— Brief —
Copy each line of the data that has "Quick" in it.

Saved entries:
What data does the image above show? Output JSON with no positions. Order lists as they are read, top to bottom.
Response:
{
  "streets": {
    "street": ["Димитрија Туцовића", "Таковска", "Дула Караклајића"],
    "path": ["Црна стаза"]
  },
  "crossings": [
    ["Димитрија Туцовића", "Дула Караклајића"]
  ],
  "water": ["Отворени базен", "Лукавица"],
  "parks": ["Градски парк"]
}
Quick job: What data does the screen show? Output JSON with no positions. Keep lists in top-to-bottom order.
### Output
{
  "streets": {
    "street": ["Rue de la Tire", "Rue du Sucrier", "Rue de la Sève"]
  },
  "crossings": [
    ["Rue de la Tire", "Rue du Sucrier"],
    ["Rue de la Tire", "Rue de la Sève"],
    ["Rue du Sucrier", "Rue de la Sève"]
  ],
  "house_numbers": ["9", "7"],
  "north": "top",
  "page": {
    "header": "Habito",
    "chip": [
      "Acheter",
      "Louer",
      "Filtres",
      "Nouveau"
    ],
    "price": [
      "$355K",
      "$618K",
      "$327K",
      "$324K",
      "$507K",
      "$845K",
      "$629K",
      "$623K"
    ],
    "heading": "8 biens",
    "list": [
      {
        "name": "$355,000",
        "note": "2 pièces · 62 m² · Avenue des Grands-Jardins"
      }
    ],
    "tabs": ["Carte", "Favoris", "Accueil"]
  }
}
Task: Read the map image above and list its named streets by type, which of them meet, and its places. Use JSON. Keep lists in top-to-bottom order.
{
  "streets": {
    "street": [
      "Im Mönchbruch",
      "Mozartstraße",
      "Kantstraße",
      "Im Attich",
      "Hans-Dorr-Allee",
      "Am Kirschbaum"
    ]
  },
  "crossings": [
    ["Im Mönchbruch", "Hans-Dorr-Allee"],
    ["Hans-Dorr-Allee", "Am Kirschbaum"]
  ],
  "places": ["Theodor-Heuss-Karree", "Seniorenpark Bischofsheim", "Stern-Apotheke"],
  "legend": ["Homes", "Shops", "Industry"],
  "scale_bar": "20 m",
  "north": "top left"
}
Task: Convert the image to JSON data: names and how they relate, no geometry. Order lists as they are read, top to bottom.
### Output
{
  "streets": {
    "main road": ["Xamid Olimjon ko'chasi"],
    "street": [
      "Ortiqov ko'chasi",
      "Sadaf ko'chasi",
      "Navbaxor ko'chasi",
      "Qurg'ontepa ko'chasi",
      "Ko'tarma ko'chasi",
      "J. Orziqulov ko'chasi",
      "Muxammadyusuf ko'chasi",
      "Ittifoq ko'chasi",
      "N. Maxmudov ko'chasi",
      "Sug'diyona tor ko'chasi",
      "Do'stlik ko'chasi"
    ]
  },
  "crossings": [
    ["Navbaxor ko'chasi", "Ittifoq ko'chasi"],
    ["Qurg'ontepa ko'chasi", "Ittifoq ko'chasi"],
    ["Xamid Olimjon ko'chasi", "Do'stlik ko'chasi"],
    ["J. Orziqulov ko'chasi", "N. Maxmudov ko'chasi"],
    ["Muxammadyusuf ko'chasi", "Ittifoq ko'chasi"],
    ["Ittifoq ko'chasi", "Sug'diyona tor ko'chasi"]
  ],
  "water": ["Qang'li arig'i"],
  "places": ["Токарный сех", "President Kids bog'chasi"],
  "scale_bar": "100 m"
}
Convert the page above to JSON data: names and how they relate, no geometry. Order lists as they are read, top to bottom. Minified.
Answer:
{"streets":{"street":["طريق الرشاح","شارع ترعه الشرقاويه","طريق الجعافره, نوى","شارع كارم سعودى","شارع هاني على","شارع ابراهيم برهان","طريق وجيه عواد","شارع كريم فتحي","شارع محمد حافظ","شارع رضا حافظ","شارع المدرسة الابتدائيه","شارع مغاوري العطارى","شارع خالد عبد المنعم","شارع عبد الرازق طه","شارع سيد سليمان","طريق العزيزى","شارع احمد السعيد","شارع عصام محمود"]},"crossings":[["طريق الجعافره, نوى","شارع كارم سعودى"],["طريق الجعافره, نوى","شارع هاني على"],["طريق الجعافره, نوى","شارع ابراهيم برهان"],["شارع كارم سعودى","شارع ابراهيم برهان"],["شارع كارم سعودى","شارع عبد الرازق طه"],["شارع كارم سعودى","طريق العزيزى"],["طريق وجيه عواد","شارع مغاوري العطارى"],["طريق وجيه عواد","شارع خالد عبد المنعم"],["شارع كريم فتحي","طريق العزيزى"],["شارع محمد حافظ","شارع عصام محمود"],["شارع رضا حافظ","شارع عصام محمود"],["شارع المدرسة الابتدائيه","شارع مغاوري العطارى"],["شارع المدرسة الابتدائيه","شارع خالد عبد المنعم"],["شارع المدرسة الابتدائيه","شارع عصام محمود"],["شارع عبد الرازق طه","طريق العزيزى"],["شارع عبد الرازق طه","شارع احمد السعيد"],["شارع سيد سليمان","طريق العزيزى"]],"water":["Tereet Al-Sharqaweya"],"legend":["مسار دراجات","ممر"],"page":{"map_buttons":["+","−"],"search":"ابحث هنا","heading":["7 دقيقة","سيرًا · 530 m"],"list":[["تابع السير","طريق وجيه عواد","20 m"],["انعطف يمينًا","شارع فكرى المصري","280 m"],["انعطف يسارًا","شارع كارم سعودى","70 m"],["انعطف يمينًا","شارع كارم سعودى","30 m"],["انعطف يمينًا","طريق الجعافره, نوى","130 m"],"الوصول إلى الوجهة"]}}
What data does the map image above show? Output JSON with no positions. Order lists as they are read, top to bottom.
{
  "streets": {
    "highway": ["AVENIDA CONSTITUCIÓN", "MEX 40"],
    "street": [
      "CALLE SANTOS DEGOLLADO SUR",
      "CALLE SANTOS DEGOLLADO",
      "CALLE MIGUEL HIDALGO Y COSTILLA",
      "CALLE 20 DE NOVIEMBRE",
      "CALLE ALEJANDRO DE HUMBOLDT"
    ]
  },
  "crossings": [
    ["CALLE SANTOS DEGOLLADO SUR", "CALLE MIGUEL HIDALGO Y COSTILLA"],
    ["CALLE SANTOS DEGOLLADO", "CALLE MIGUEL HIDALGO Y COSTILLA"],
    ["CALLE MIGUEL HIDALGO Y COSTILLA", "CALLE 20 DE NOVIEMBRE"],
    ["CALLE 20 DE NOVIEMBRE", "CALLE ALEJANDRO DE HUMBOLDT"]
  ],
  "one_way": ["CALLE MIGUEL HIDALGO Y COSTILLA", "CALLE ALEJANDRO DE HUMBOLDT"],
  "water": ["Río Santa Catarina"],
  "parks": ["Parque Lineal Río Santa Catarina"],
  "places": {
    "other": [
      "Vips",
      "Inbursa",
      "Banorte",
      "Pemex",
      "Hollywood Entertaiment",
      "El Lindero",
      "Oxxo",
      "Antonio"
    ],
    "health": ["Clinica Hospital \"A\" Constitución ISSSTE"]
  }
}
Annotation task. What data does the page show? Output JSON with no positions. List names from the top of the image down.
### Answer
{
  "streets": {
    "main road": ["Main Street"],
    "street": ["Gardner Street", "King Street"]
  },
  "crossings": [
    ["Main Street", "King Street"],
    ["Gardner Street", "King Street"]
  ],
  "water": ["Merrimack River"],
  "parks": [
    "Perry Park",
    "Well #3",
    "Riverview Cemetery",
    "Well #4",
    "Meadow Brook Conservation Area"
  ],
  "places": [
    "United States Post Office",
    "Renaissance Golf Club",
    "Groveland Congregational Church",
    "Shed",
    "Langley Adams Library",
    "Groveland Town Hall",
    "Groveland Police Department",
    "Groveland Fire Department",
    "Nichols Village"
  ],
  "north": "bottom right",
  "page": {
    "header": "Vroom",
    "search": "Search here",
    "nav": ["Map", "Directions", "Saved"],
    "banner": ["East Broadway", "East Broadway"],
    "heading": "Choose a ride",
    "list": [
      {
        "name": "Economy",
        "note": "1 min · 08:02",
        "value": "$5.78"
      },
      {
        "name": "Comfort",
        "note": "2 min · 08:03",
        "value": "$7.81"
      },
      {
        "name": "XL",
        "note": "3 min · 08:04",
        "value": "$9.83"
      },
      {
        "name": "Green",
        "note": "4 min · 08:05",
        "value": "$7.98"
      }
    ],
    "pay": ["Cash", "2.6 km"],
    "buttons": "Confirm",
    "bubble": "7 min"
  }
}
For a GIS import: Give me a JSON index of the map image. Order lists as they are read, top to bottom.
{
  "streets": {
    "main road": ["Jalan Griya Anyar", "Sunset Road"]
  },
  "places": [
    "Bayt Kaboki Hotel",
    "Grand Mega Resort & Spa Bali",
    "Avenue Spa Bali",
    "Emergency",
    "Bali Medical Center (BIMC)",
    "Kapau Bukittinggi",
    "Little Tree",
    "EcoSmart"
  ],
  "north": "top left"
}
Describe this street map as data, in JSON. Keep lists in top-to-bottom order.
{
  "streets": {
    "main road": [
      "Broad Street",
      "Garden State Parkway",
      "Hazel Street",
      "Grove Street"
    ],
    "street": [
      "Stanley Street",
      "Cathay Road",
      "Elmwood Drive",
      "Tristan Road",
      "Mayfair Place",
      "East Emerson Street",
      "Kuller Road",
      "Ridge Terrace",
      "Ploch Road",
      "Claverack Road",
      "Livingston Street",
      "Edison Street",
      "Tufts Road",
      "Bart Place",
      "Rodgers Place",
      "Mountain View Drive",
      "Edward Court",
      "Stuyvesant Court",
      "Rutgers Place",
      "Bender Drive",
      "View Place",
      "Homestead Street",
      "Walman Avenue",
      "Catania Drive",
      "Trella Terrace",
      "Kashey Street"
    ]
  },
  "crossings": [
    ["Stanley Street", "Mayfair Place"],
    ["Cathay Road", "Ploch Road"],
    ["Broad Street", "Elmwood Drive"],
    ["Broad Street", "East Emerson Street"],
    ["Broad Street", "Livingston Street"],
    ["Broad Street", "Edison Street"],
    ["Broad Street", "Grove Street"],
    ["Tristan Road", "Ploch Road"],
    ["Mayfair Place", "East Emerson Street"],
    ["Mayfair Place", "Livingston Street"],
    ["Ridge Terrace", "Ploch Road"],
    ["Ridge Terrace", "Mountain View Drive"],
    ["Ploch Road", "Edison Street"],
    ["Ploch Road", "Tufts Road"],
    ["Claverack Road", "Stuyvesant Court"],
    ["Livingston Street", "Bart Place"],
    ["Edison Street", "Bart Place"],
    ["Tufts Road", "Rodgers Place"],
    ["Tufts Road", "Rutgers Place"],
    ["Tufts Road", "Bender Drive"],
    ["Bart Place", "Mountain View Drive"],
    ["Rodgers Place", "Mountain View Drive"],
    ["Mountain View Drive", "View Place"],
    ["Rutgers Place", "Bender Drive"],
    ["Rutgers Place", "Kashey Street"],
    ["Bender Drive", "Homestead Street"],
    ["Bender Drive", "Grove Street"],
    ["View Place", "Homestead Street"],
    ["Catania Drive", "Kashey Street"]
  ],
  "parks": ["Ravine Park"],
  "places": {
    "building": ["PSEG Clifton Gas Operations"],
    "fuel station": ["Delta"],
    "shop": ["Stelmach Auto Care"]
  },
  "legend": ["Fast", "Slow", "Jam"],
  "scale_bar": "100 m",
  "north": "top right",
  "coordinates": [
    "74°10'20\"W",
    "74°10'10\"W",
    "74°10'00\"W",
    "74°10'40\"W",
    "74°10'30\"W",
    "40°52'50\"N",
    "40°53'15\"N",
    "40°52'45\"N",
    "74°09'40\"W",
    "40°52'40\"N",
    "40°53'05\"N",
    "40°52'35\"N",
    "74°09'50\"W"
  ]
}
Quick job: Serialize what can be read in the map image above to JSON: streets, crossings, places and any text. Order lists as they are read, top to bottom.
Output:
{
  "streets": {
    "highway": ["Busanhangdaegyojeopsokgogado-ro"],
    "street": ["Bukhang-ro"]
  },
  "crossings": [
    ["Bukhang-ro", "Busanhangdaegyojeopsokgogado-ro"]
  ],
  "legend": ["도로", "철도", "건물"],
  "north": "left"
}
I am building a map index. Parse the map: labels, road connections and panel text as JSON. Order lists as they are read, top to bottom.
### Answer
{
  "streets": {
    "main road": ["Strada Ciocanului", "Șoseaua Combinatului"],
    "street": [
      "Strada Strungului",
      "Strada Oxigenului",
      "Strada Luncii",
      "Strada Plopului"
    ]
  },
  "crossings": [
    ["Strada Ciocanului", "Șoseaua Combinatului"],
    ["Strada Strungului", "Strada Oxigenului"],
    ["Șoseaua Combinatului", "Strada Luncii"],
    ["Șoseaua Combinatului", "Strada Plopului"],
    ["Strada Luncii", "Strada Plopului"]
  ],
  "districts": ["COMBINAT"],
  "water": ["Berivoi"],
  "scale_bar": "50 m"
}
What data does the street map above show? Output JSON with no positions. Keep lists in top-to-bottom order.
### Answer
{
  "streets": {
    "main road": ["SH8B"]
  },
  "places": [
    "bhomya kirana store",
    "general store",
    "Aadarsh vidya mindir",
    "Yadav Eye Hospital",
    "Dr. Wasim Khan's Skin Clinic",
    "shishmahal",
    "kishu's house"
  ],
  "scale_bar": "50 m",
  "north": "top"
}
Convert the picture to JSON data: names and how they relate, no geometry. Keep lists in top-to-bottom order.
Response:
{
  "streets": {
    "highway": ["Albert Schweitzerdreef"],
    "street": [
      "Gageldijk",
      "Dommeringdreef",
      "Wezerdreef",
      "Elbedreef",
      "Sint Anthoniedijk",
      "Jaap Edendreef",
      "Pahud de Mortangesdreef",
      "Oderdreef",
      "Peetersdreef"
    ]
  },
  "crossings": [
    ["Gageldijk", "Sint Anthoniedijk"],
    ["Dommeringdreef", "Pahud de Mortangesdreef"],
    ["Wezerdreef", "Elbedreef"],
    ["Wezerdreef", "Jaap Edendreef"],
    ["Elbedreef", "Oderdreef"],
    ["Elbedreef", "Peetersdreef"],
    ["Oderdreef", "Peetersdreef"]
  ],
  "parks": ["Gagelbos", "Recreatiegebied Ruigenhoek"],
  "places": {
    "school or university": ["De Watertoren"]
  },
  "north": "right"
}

— Output —
Quick job: What data does the screen show? Output JSON with no positions. Keep lists in top-to-bottom order.
Quick job: Serialize what can be read in the map image above to JSON: streets, crossings, places and any text. Order lists as they are read, top to bottom.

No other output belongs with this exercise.